#### GIVEN DATA ####
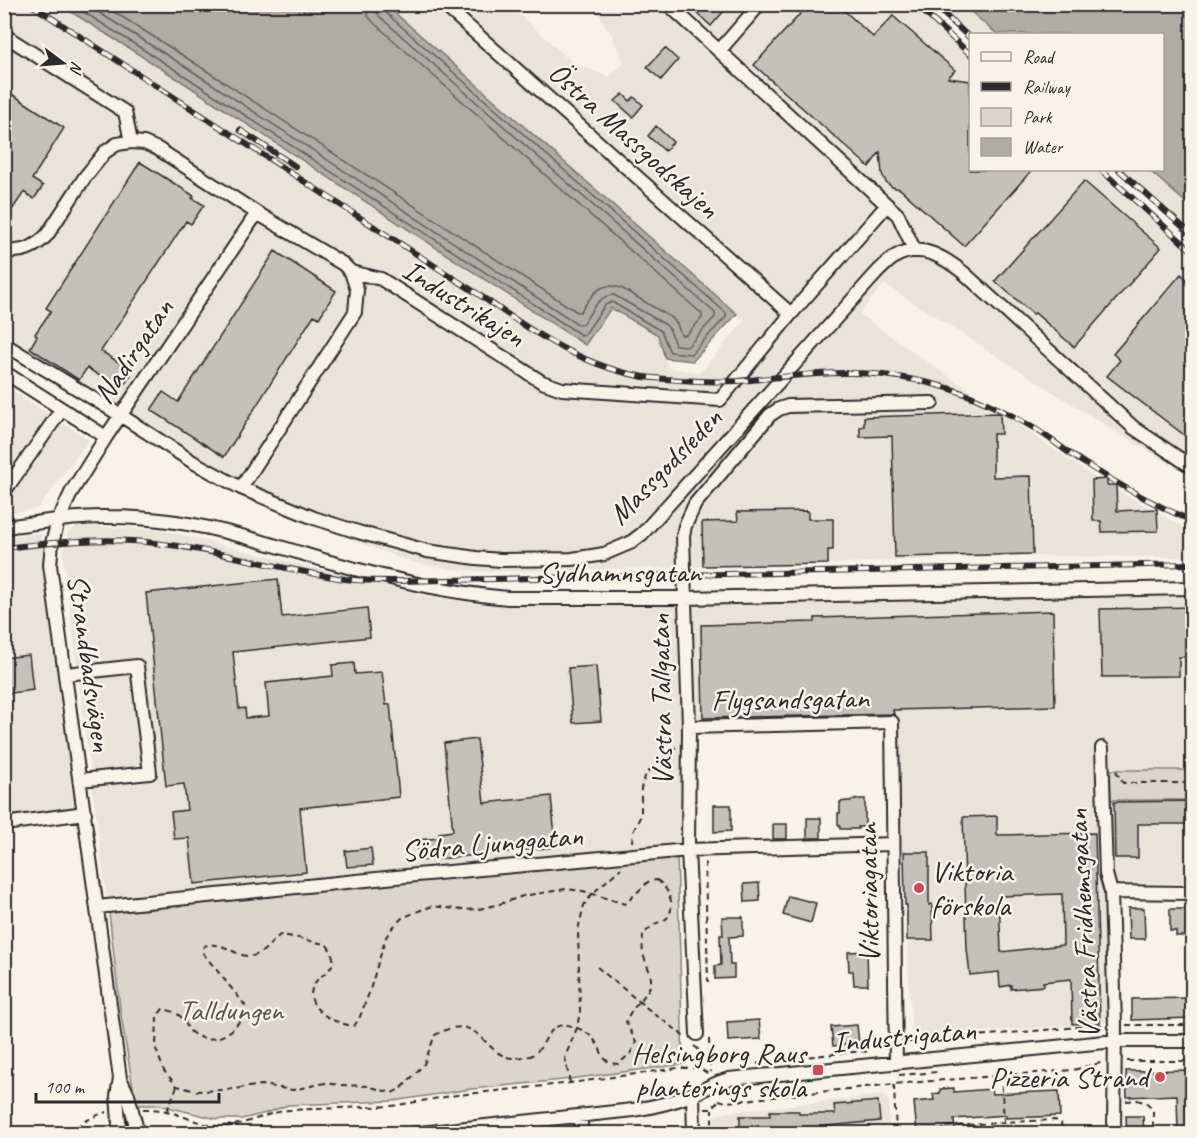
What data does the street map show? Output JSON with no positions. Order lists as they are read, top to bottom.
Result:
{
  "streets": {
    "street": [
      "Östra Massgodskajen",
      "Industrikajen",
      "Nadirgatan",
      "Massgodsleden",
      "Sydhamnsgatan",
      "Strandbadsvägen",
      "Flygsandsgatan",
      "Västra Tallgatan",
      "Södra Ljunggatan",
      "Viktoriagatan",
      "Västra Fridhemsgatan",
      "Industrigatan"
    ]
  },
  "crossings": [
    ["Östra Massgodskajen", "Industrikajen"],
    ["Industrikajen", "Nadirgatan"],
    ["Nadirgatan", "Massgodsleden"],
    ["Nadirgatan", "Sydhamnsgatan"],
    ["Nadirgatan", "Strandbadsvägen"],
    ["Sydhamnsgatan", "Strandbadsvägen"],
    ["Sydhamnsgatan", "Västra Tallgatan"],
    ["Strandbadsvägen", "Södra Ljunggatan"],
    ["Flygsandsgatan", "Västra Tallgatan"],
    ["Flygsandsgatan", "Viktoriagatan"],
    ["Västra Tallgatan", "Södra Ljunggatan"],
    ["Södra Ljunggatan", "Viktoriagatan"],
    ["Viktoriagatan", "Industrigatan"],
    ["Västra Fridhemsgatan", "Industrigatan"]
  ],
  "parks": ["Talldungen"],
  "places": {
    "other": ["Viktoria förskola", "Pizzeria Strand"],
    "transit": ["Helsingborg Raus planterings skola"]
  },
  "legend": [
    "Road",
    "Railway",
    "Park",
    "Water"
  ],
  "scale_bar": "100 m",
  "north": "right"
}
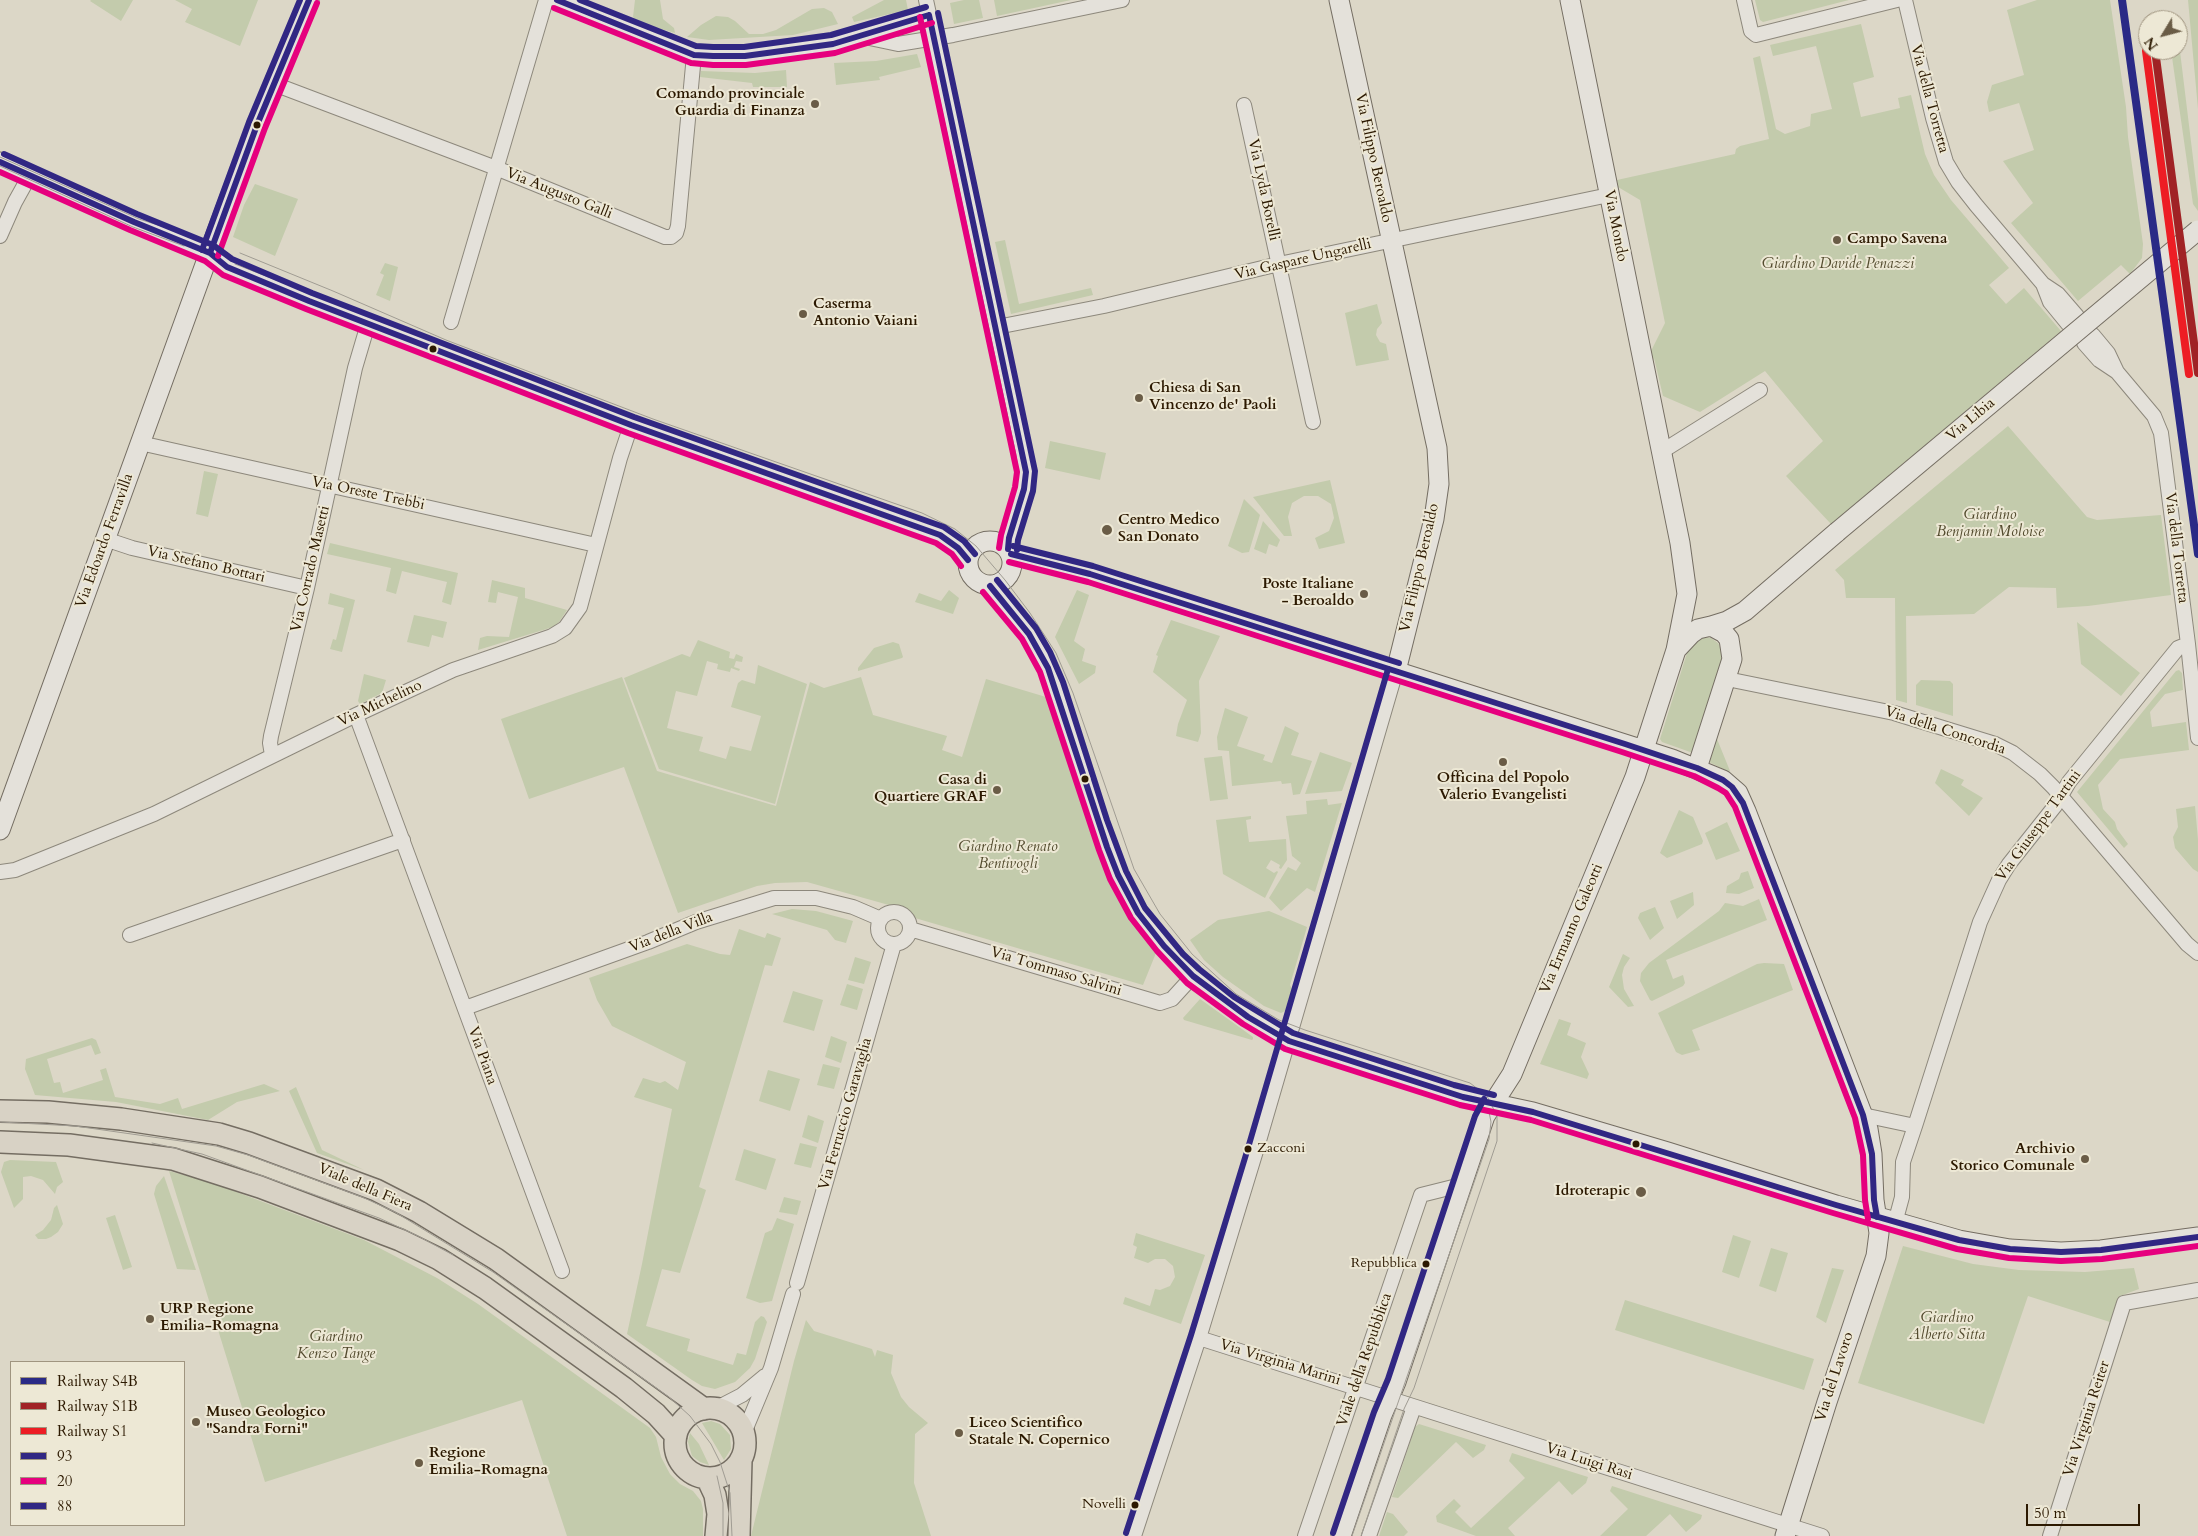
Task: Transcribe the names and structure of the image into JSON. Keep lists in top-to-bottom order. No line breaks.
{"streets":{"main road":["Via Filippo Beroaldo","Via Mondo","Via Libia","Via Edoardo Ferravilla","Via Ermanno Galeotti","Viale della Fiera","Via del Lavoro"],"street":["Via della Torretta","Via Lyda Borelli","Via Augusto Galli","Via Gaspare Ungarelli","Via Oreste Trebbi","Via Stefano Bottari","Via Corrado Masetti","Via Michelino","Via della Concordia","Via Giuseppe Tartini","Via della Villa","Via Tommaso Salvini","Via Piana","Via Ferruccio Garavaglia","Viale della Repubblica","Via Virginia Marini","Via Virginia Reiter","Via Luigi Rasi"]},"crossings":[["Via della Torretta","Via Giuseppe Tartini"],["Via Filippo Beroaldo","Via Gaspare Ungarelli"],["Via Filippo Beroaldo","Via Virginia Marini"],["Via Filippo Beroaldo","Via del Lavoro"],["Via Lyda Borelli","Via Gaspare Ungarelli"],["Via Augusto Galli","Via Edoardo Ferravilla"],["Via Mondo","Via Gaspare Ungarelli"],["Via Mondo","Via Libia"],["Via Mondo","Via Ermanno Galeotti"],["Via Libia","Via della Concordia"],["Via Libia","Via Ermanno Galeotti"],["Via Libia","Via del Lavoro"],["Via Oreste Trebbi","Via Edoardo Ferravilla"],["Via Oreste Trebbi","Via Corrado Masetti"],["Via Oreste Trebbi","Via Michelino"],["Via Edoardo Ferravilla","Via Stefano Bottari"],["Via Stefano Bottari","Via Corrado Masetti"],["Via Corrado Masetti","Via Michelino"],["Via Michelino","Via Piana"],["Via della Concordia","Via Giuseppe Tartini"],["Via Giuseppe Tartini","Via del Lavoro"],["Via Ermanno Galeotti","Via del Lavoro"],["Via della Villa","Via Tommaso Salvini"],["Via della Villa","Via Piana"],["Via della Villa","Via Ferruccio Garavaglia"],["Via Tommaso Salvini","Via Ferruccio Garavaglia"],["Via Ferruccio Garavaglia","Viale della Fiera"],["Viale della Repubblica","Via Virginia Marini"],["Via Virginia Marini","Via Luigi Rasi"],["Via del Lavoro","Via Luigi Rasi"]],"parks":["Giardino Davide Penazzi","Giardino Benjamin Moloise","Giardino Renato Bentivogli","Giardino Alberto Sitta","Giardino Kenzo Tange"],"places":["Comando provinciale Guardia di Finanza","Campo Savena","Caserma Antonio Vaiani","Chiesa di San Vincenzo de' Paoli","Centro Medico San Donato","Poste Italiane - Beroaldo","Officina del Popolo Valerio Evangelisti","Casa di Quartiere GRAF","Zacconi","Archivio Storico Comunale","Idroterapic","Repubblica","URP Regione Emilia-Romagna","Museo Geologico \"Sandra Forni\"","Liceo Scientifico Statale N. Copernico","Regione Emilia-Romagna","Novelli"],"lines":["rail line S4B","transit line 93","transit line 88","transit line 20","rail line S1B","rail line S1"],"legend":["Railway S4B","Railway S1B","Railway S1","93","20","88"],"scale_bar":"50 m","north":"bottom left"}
####
**AIM OF THE TASK:** Take every line in the preceding listing that contains "Strandbadsvägen" and copy it.

**TASK OUTPUT:**
      "Strandbadsvägen",
    ["Nadirgatan", "Strandbadsvägen"],
    ["Sydhamnsgatan", "Strandbadsvägen"],
    ["Strandbadsvägen", "Södra Ljunggatan"],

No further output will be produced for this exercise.